If participants plan to publish their code to the DCASE community after the challenge, building their approach on the baseline system could potentially make their code more accessible to the community. DCASE organizers strongly encourage participants to share their code in any form after the challenge.
|
├── task1_features.yaml # Parameters for the prepare_data.py file
├── prepare_data.py # Code to extract features from 1 second files
└── create_h5.py # Code to create the features_all.h5 file
TAU Urban Acoustic Scenes 2022 Mobile Development dataset is used as development dataset for this task.
This subtask is concerned with the basic problem of acoustic scene classification, in which it is required to classify a test audio recording into one of ten known acoustic scene classes. This task targets generalization properties of systems across a number of different devices, and will use audio data recorded and simulated with a variety of devices.
Recordings in the dataset were made with three devices (A, B and C) that captured audio simultaneously and 6 simulated devices (S1-S6). Each acoustic scene has 14400 segments recorded with device A (main device) and 1080 segments of parallel audio each recorded with devices B, C, and S1-S6. The dataset contains in total 64 hours of audio. For a more detailed description see DCASE Challenge task description.

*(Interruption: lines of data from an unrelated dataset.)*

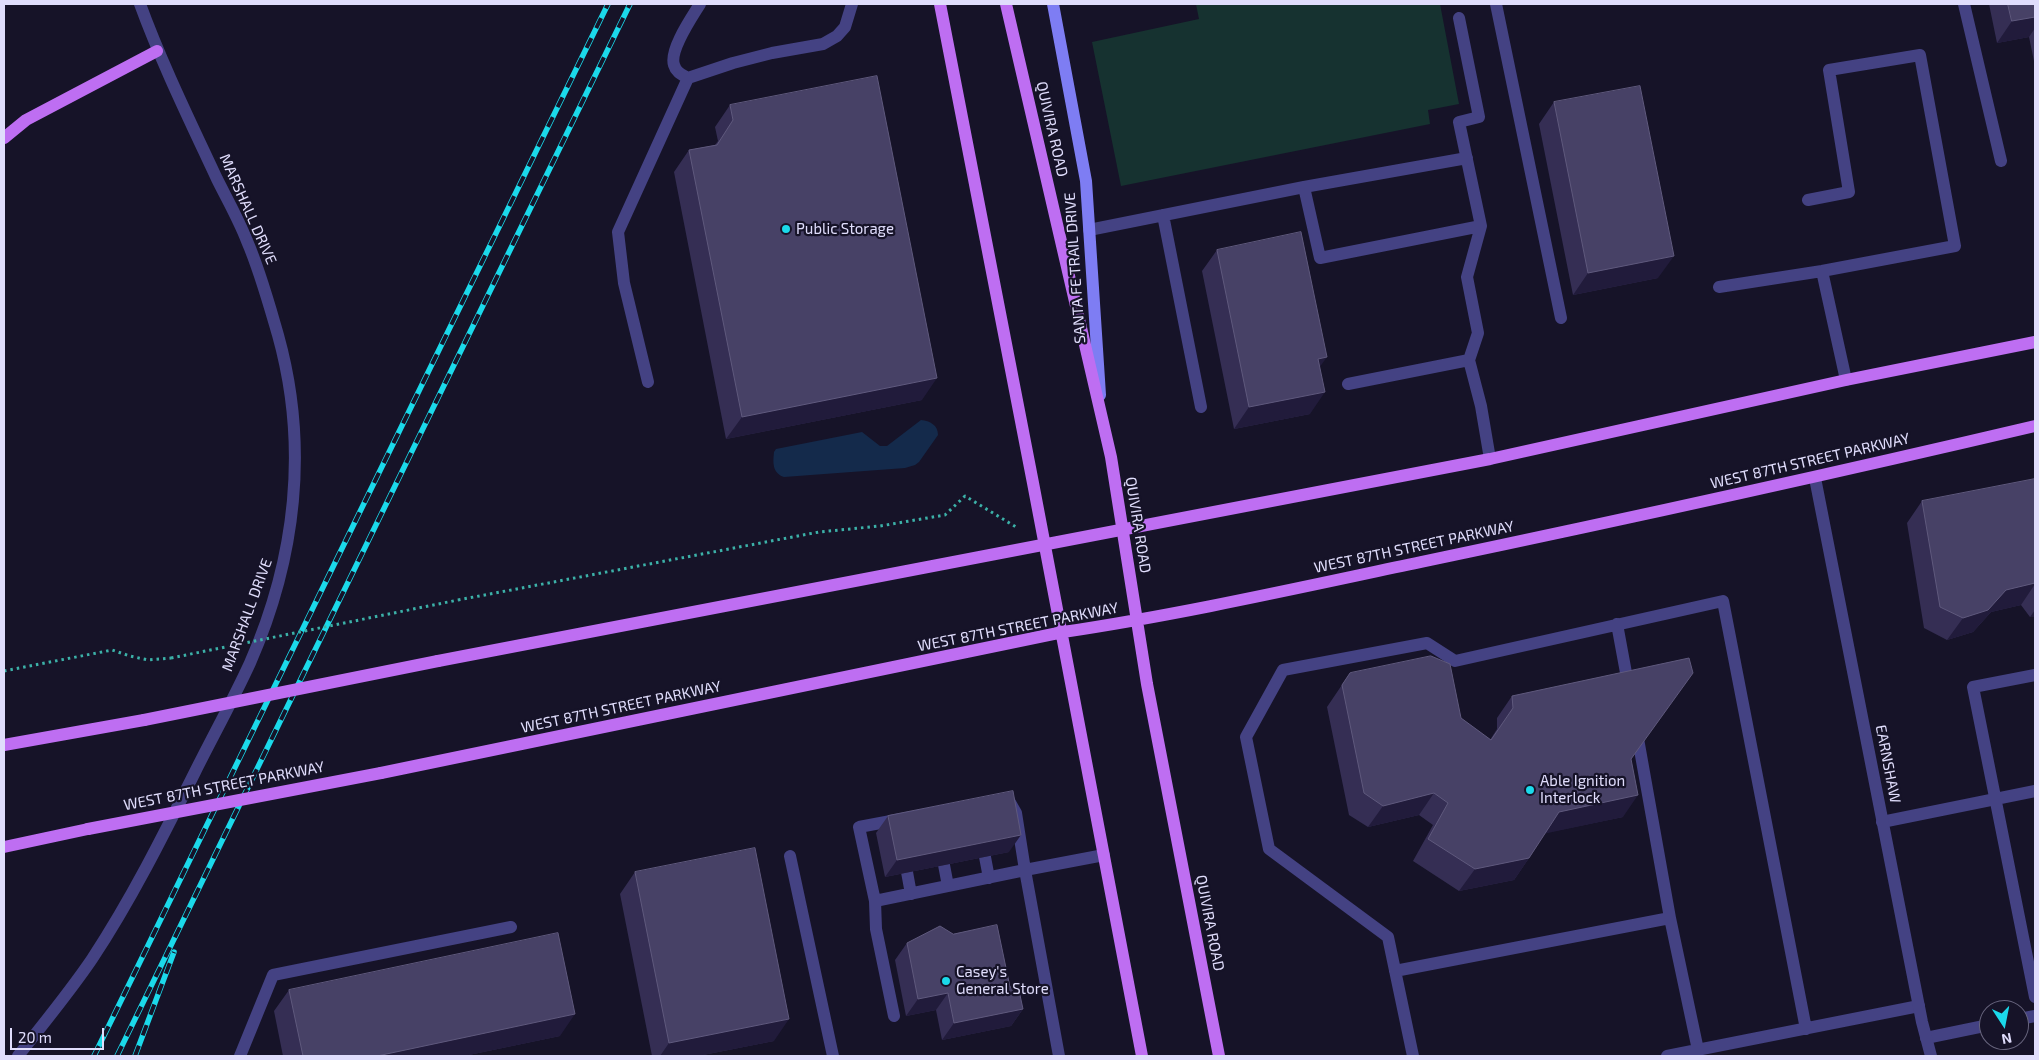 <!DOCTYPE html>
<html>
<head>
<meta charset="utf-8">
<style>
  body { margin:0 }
  #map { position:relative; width:2039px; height:1060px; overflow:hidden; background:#161328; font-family:"Exo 2",sans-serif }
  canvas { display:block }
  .frame { position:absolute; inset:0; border:5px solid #e0ddfc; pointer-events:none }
  .north { position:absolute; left:1979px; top:1000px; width:50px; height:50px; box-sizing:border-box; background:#161328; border:1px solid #67647d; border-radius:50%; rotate:169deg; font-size:14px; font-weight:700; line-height:20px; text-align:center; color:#e0ddfc }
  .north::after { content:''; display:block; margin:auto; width:18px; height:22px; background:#1bd9ea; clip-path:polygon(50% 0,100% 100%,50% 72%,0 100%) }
  .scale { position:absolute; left:10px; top:1028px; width:94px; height:22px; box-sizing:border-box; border:2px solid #e0ddfc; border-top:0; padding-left:6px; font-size:15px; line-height:18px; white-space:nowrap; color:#e0ddfc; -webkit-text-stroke:4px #161328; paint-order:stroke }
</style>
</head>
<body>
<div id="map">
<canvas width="2039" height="1060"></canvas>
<div class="frame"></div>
<div class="north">N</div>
<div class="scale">20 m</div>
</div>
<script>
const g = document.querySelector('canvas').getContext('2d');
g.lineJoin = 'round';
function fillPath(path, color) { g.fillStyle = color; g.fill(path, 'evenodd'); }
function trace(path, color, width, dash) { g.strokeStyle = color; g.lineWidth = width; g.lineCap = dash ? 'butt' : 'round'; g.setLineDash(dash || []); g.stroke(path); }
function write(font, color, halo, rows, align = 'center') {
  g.font = font + ' "Exo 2",sans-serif'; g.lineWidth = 4.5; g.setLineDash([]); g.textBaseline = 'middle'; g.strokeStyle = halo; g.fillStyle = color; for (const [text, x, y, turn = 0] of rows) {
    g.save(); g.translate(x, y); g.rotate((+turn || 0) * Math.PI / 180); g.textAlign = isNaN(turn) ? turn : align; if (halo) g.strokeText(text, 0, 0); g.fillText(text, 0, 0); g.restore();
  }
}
const green = new Path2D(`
  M1196,4H1440L1459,104L1428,110L1430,124L1121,186L1092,42L1199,19Z`);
const water = new Path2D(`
  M921,420C930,421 938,425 938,435L919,462L915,465L905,468L784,477C772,473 773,462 774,452L776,449L862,432L880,446H887Z`);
const path = new Path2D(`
  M458,600L819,532L880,526L945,515L965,496L1016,527
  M4,671L112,650L130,656L148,660L171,658`);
const service = new Path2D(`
  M700,4C692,17 669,50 674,65C676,72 681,74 688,78L733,63L772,53L823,44L837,36L845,27L852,4
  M1496,4L1561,318
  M1964,4L2001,161
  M1459,18L1479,117L1459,122L1481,226L1467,277L1478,333L1469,360L1481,406L1490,459
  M1304,187L1467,158
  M1163,215L1201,407
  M1089,230L1304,187L1320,258L1481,226
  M1822,271L1846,380
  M1719,287L1822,271L1955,246L1920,55L1829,70L1849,192L1808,200
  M648,382L624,283L618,232L688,78
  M1348,384L1469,360
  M1617,624L1629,689
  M2035,675L1973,687L2035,997
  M1637,733L1670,918
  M1008,799L1016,813L1025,870L875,901L859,827Z
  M1882,822L2035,791
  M790,856L833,1056
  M985,857L989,878
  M944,865L948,886
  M907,872L911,894
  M875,901L876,929L894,1016
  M1395,971L1670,918L1698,1050
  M2019,1019L2035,1016
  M1926,1038L1989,1025
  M240,1056L273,975L511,927
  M1059,1056L1025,870L1104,855
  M1413,1056L1388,937L1269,849L1246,737L1283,670L1427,643L1455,661L1723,601L1806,1029
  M1667,1056L1919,1006`);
const minor = new Path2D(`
  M1815,478L1922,1022L1931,1056`);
const tertiary = new Path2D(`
  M18,1056C43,1024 69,993 92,959C131,900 163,836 195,772C213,736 233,700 250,663C296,558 309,446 278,335C269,304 260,271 247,241C239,220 227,199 217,179C190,121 162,64 140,4`);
const secondary = new Path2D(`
  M1053,4L1086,181L1100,395`);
const primary = new Path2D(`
  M940,4L1033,483L1142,1056
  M1006,4L1111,457L1147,684L1219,1056
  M4,138L26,120L157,51
  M438,661L1490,459L1846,380L2035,342
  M4,745L144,720
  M381,773L1063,632C1183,614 1302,587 1421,562C1626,519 1831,474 2035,426
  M4,847L88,829`);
const rail = new Path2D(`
  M94,1056L608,4
  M117,1056L630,4
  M135,1056L174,952`);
const pathBridge = new Path2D(`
  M171,658L458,600`);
const primaryBridge = new Path2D(`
  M144,720L438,661
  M88,829L381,773`);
const wall = new Path2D(`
  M1989,4H2035V66L2029,37L1997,43Z
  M1554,102L1658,278L1573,295L1539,124Z
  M730,105L922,400L726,439L674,172L689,150L715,145L718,141L715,127Z
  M1217,250L1310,414L1234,429L1202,271Z
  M2035,479V617H2030L2021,605L1991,612L1973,632L1947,640L1924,628L1907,523L1922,501Z
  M1350,673L1461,718L1490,740L1497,729V718L1512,696L1631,760L1623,817L1545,833L1529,858L1514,880L1459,891L1413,861L1433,825L1419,815L1368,827L1349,815L1327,707Z
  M888,816L1009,852L885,877L876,833Z
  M635,872L774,1041L698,1056H652L620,894Z
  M907,943L1010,987L1023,1009L1011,1026L942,1040L936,1010L906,1016L895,960Z
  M289,990L560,1036L464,1056H283L274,1011Z`);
const shadedWall = new Path2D(`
  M2035,17V28L2029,37L1997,43L2012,21Z
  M1674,256L1658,278L1573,295L1588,273Z
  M1327,357L1311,379L1318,359Z
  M937,378L922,400L726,439L742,417Z
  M1325,392L1310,414L1234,429L1249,407Z
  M2035,583V584L2021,605L1991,612L1973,632L1947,640L1963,618L2006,590Z
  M2035,610V617H2030Z
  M1434,793L1419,815L1368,827L1383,806Z
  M1638,795L1623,817L1543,834L1559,812Z
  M1021,835L1009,852L885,877L897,860Z
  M1529,858L1514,880L1459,891L1475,869Z
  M948,993L936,1010L906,1016L918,999Z
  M1023,1009L1011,1026L942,1040L954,1023Z
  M575,1014L560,1036L464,1056H377Z
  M789,1019L774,1041L698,1056H660L669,1043Z`);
const building = new Path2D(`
  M2008,4H2035V17L2012,21Z
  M877,76L937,378L742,417L689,150L717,145L733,120L730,105Z
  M1640,86L1674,256L1588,273L1554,102Z
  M1301,232L1327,357L1318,359L1325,392L1249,407L1217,250Z
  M2035,479V583L2006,590L1988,610L1963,618L1940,607L1922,501Z
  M1431,656L1450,664L1461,718L1491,740L1513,708L1512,696L1689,658L1693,673L1631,759L1638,795L1559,812L1529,858L1475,869L1428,839L1448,803L1434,793L1383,806L1364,793L1342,685L1350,673Z
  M1013,791L1021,835L897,860L888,816Z
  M755,848L789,1019L669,1043L635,872Z
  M997,925L1010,987L1018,986L1023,1009L954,1023L948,993L918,999L907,943L940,926L953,934Z
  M558,933L575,1014L377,1056H303L289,990Z`);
const markers = [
  [786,229,5,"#1bd9ea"],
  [1530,790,5,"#1bd9ea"],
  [946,981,5,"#1bd9ea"]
];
const streetNames = [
  ["QUIVIRA ROAD",1052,129,77],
  ["MARSHALL DRIVE",248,209,66],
  ["SANTA FE TRAIL DRIVE",1075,268,-94],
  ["WEST 87TH STREET PARKWAY",1810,461,-13],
  ["QUIVIRA ROAD",1138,525,81],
  ["WEST 87TH STREET PARKWAY",1414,547,-12],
  ["MARSHALL DRIVE",247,615,-70],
  ["WEST 87TH STREET PARKWAY",1018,627,-11],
  ["WEST 87TH STREET PARKWAY",621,707,-12],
  ["EARNSHAW",1888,764,79],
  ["WEST 87TH STREET PARKWAY",224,786,-11],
  ["QUIVIRA ROAD",1210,923,79]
];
const poiNames = [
  ["Public Storage",796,229],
  ["Able Ignition",1540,781],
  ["Interlock",1540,798],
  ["Casey's",956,972],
  ["General Store",956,989]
];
fillPath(green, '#163230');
fillPath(water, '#142a4b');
trace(path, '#3cb1a8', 3, [2.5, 4]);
trace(service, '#444283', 12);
trace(minor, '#444283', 12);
trace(tertiary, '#444283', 12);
trace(secondary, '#7e7df3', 12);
trace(primary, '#be6ef2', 12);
trace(rail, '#1bd9ea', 5.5);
trace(rail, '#161328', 4, [11]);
trace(pathBridge, '#3cb1a8', 3, [2.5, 4]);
trace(primaryBridge, '#be6ef2', 12);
fillPath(wall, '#352e54');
fillPath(shadedWall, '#211b3b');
fillPath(building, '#474166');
trace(building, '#5f597d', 1);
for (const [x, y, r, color] of markers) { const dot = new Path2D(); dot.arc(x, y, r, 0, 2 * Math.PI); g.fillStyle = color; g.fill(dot); trace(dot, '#161328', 2); }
write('15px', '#e0ddfc', '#161328', streetNames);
write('15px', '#e0ddfc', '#161328', poiNames, 'left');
</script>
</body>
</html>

The task targets low complexity solutions for the classification problem in terms of model size, and uses audio recorded with a single device (device A, 48 kHz / 24bit / stereo). The data for the dataset was recorded in 10 acoustic scenes which were later grouped into three major classes used in this subtask. The dataset contains in total 40 hours of audio. For a more detailed description see DCASE Challenge task description.
The computational complexity will be measured in terms of parameter count and MMACs (million multiply-accumulate operations).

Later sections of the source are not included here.